コーヒータイム -Learning Optimism-

本を読むということは、これまで自分のなかになかったものを取りこみ、育ててゆくこと。多読乱読、英語書や中国語書もときどき。

不動産投資の基礎知識にこの一冊〜大和不動産鑑定編著『不動産の価格がわかる本』

最近不動産購入や不動産投資の話題にふれることが多くなってきたため、勉強するために読んだ。不動産価格鑑定の基礎事項から租税までしっかりおさえていて、かゆいところに手がとどく一冊。最初に不動産市場のサイクルについて述べてから、一般的な価格評価の考え方、個別の不動産評価方法を解説しているところも良い。

本書は投資用不動産を前提としているため、分譲マンションについては扱いがあるものの、ふつう自宅用に購入される一戸建てについての価格鑑定方法はほとんど書かれていないのがちょっと物足りない。また本書は2019年12月25日発行のため、2020年1月からのコロナ禍による打撃は含まれていないが、充分参考になる。

 

不動産市場のサイクルについてメモしておく。

  • 不動産投資や事業の成否は、将来の市況の読みによって決まる。このため、個別の不動産の評価方法を習得する前に、不動産市場のサイクルを理解する必要がある。
  • 不動産価格は基本的にその収益性によって評価されるが、それ以上に金融政策や銀行の貸し出し姿勢の影響を受け、実際にはこれらが大幅な価格の上昇や下落の要因となっている。
  • 日本の不動産市場は比較的長く好況が続いており、国内の状況をみる限り急激な下落は考えにくいが、国際的な情勢の変化や資産市場の動向には注意が必要である。

超ど素人のわたし、「バブル発生期の2.5%から急激に金利を6%まで上昇させたわけですが、これは資産価格を人為的に半値以下に下落させることを意味します。」という記述に?がとびかう状態になり、金利と資産価格の関係をネットで調べる羽目になったが、例えばこういうことらしい。
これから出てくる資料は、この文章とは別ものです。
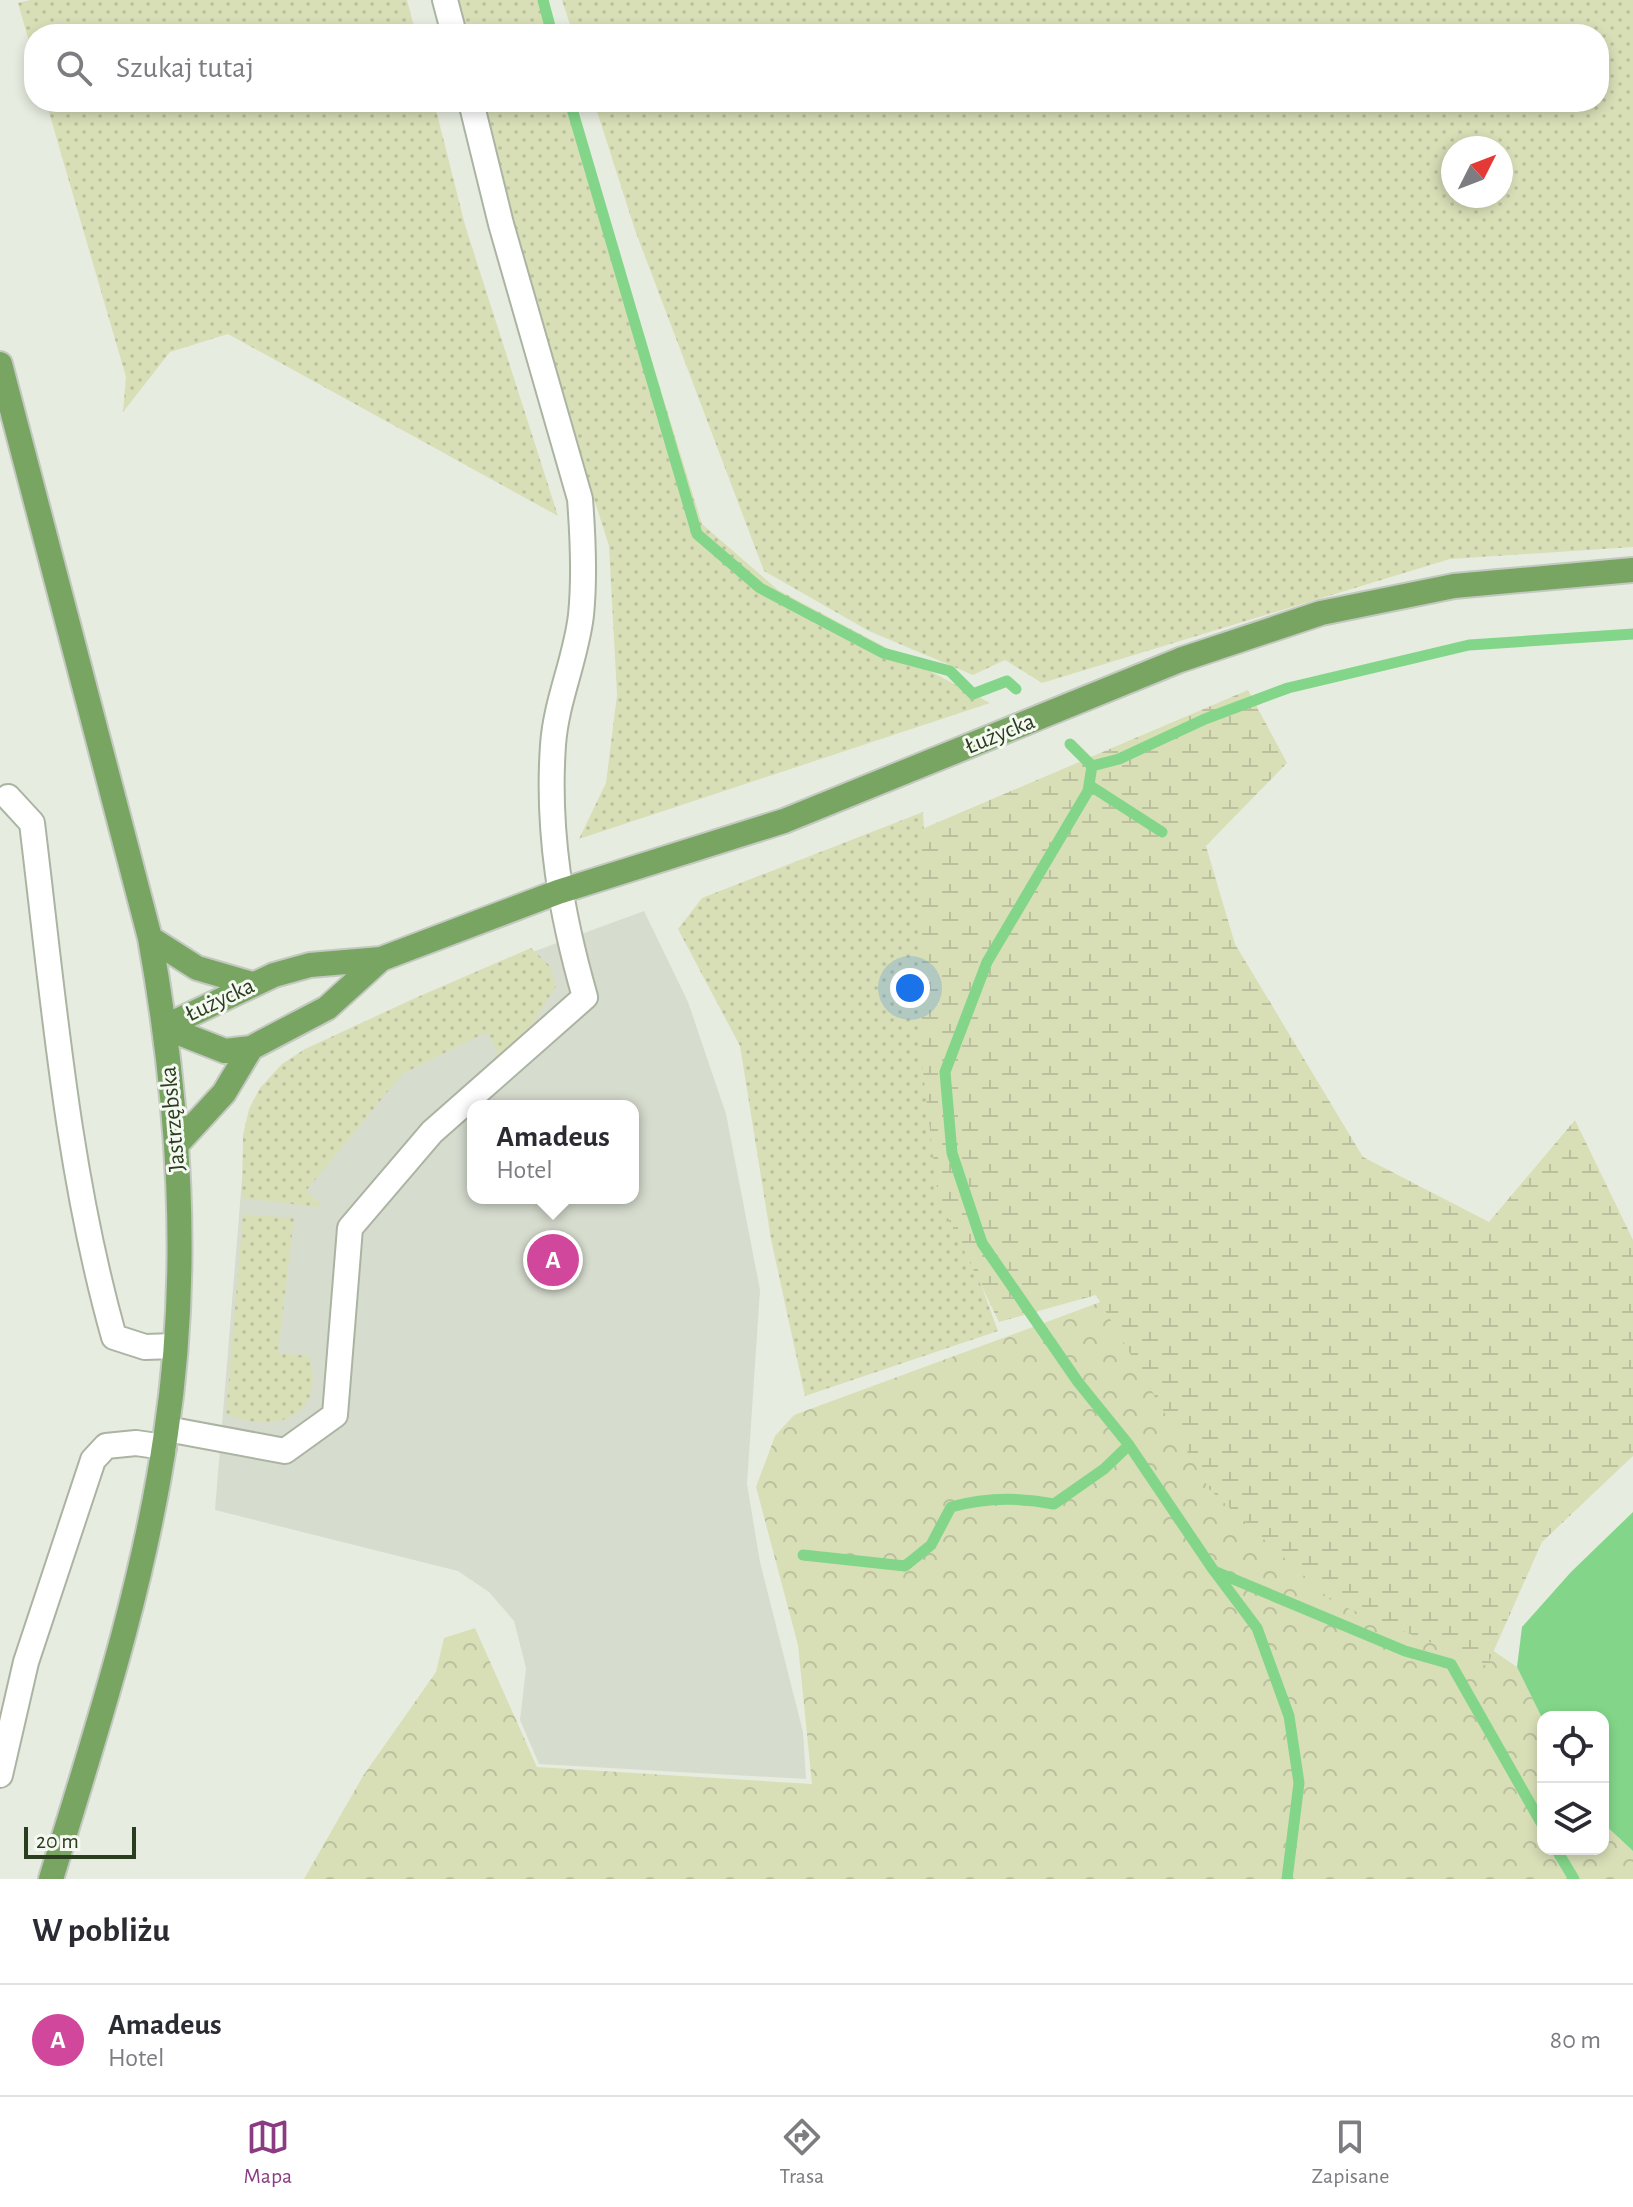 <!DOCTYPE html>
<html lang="pl">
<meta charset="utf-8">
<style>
:root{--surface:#fff;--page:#f7f7f7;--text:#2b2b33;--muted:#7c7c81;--line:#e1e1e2;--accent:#8a3b81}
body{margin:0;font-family:"Alegreya Sans",sans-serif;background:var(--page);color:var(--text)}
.controls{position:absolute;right:24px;bottom:24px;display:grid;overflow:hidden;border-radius:16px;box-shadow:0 4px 12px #0003}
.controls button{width:72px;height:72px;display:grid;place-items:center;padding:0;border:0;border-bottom:2px solid var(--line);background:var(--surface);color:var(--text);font:40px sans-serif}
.compass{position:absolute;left:1441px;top:136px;width:72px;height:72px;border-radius:50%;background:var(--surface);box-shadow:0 4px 12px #0003;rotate:48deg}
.scale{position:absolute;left:24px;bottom:20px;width:112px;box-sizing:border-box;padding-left:8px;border:4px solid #2a3e1f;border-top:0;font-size:22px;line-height:28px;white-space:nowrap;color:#2a3e1f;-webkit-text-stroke:6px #f5f9f1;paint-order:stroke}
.you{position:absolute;left:910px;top:988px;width:28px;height:28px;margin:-20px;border:6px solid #fff;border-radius:50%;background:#1a73e8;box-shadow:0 0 0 12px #1a73e833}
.badge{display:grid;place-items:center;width:52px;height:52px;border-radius:50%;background:var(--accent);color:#fff;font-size:26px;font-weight:700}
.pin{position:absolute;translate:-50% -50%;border:4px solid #fff;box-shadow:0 2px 8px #0006}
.popup{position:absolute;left:467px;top:1100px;width:172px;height:104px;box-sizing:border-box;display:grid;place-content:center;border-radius:16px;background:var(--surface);filter:drop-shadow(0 2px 6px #0005);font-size:26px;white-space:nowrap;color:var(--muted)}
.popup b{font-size:30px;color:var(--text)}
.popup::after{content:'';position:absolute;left:50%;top:100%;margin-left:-16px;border:16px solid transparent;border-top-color:var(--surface)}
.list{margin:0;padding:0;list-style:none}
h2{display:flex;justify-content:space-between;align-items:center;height:104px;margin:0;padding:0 32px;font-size:34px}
h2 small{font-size:26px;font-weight:400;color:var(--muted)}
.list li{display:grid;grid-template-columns:52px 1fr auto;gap:24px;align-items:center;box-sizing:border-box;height:112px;padding:0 32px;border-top:2px solid var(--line)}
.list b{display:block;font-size:30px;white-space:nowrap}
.list p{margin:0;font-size:26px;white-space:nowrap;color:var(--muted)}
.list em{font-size:26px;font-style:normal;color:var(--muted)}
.icon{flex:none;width:44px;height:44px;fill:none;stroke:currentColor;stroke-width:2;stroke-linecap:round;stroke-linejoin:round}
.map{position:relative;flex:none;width:1633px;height:1879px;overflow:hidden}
.search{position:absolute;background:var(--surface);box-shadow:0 4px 12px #0003;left:24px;right:24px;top:24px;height:88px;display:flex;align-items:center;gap:20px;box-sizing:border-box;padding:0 28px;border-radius:32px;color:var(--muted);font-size:30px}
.sheet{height:216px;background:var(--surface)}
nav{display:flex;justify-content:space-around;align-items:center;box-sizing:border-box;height:112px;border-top:2px solid var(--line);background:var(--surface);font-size:22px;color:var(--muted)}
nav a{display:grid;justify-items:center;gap:4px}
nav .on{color:var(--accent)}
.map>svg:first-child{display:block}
</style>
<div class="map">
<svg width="1633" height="1879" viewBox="0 0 1633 1879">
<defs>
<pattern id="grass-dots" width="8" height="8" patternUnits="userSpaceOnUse" patternTransform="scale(2)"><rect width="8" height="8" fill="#d8dfb7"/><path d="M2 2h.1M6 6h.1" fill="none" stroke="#bac09d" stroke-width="1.8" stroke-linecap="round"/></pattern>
<pattern id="forest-crowns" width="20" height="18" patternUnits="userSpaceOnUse" patternTransform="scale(2)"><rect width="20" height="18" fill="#d8dfb7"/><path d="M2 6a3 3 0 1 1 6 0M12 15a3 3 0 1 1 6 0" fill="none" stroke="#bac09d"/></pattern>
<pattern id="wetland-marsh" width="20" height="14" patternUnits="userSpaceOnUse" patternTransform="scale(2)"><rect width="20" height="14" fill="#d8dfb7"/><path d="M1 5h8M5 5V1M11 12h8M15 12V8" fill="none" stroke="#bac09d"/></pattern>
</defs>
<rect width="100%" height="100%" fill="#e7ece0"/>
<path fill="#d6dcce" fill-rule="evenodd" d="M644,911l44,91 38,112 34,176 -13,194 13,78 43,170 3,47 -267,-15 -19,-44 6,-52 -12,-47 -25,-29 -31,-21 -243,-61 29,-355 283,-201zM473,1106h160v92h-160z"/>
<path fill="url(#grass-dots)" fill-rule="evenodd" d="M30,0h377l9,34h-382v25l-16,-56z
M457,0h84l10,34h-86z
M562,0h1071v547l-183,12 -408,124 -37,-23 -32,15 -104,-44 -105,-60 -129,-341 -41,-128h1005v-68h-1026zM1453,148h48v48h-48z
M46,102h388l31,123 93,291 -330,-182 -58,18 -47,60 3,-35z
M483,102h89l130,422 76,66 212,113 -411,136 27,-56 11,-88 -8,-149 -56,-176z
M923,812l20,369 55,150 -193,65 -34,-157 -31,-193 -62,-117 24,-31z
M531,948l18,17 7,21 -29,46 -27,26 -13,-26 -85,42 -96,117 15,13 -2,3 -77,-9 1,-63 6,-26 11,-21 22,-24 23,-15 108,-50z
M243,1214l51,4 -16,135 31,3c19,61 -35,79 -83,58z"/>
<path fill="url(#forest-crowns)" d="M1114,1297l308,305 95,65 26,53v129h60v-26l30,28v28h-1329l59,-103 73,-104 8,-34 31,-10 62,139 275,17 -14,-139 -42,-158 19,-51 19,-21z"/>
<path fill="url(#wetland-marsh)" d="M1248,690l39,73 -81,83 29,98 128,213 126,65 86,-102 58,120v216l-91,86 -55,124 -154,-64 -124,-113 -113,-194 -97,27 -61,-125 -18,-151 2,-217z"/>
<path fill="#83d689" d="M1633,1512v339l-30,-28v-106h-60v3l-26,-53 5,-40 49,-55z"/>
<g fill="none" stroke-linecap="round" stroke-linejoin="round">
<path stroke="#83d689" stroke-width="11" d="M543,0l9,34
M570,102l127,432 63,54 123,65 67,18 23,23 34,-13 9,8
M1070,744l22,22 -4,25 -101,171 -42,110 7,81 30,90 96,139 51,63 85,126 191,80 46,13 92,162
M1092,766l27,-7 86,-40 83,-31 181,-43 164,-11
M1089,785l73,47
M803,1555l102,11 26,-21 20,-38c35,-10 68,-10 103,-3l50,-35 25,-24
M1215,1572l42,56 32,88 10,67 -12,96
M1556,1849l18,30"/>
<g stroke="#abb4a2" stroke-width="28">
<path id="minor" d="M445,0l9,34
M8,797l24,26c21,171 35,348 82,514l31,10 30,-1
M167,1429l118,22 50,-36 15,-187 82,-96 153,-135c-24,-84 -38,-164 -32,-252 3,-44 23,-86 28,-130 4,-39 2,-77 -1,-116l-79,-275 -30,-122
M0,1775l26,-113 67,-202 13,-14 30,-3 28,4"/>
</g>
<g stroke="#c3c9c0" stroke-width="28">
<path id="major" d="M0,364l150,574c29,163 41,330 16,495 -22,153 -70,299 -115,446
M150,938l47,30 55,16
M164,1027l110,-52 36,-10 71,-6 177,-67 226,-71 396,-161 141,-47 133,-27 179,-16
M164,1027l61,24 26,-3 76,-40 54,-49
M177,1144l47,-51 27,-45"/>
</g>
<use href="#minor" stroke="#fff" stroke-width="24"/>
<use href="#major" stroke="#78a561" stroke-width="24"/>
</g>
<g text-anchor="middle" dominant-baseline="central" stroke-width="6" stroke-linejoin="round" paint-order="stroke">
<g font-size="24" fill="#2a3e1f" stroke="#f5f9f1">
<text transform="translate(1000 734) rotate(-22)">Łużycka</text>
<text transform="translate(220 1000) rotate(-25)">Łużycka</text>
<text transform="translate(173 1119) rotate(-95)">Jastrzębska</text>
</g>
</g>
</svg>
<div class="controls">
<button><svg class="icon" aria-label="locate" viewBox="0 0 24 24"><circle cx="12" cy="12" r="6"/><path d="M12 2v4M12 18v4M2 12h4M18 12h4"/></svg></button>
<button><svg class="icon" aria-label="layers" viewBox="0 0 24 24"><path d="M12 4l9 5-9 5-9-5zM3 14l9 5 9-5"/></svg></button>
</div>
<svg class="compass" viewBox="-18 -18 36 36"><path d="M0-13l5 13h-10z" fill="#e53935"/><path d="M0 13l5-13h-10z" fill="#7c7c81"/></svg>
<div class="scale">20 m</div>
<div class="you"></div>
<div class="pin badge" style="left:553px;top:1260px;background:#d1479c">A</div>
<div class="popup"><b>Amadeus</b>Hotel</div>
<div class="search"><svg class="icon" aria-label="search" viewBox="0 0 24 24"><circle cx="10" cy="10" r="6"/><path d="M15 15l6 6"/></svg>Szukaj tutaj</div>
</div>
<section class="sheet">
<h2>W pobliżu<small></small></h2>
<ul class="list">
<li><span class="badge" style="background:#d1479c">A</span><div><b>Amadeus</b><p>Hotel</p></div><em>80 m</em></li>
</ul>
</section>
<nav>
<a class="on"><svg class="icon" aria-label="map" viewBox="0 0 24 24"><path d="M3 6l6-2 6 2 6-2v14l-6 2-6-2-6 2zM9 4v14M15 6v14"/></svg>Mapa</a>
<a><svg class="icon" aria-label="directions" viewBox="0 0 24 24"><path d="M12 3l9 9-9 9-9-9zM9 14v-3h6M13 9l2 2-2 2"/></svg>Trasa</a>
<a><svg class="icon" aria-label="saved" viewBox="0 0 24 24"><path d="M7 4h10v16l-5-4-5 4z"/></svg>Zapisane</a>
</nav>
不動産投資は、債権投資や株式投資など、ほかの選択肢と比べて魅力的かどうかで判断される。魅力的かどうかの判断基準は、投資に対するリターン率だ。

例えば毎月5万、年間で60万円の家賃収入が見込めるアパートがあるとする。債券金利が1%であるとシンプルに仮定すれば、6000万円をこのアパートに投資すれば、表面利回りは債券投資と同じ1%。逆にいえば、6000万円が資産価格上限であると解釈出来る。このアパートが6000万円より高いなら、お金を債券投資にまわしたほうが良い、と投資家は判断する。(実際には不動産維持費やら固定資産税やらかかるため、実質利回りはさらに低くなり、市場価格が6000万円になることはまずない)

さて、金利が2%になったと仮定して同様の計算をすると、毎月5万、年間で60万円の家賃収入が見込めるという条件が変わらない場合、表面利回りが2%になる投資額は3000万円になることがわかる。

これが「資産価格が下落する」ことの意味だ。ちなみに「不動産が将来生み出す利益を予測して、それに基づいて現在価格を推定する」という考え方は収益還元法と呼ばれ、さきほどの金利にあたる数字は不動産鑑定士が言う「還元利回り」にあたる。

なるほど。

となればよく言われるような「低金利で、銀行からお金が借りやすいから、今が不動産の買い時」という説明は不完全で、金利低下による不動産価格上昇、金利上昇による資産価格下落も考えなければならず、不動産投資金利関連の政策には常に目を配らなければならないというわけだ。

 

実際の不動産価格については、国土交通省が提供する不動産取引価格情報や、キャップレート(=還元利回り)マップがあるため活用したい。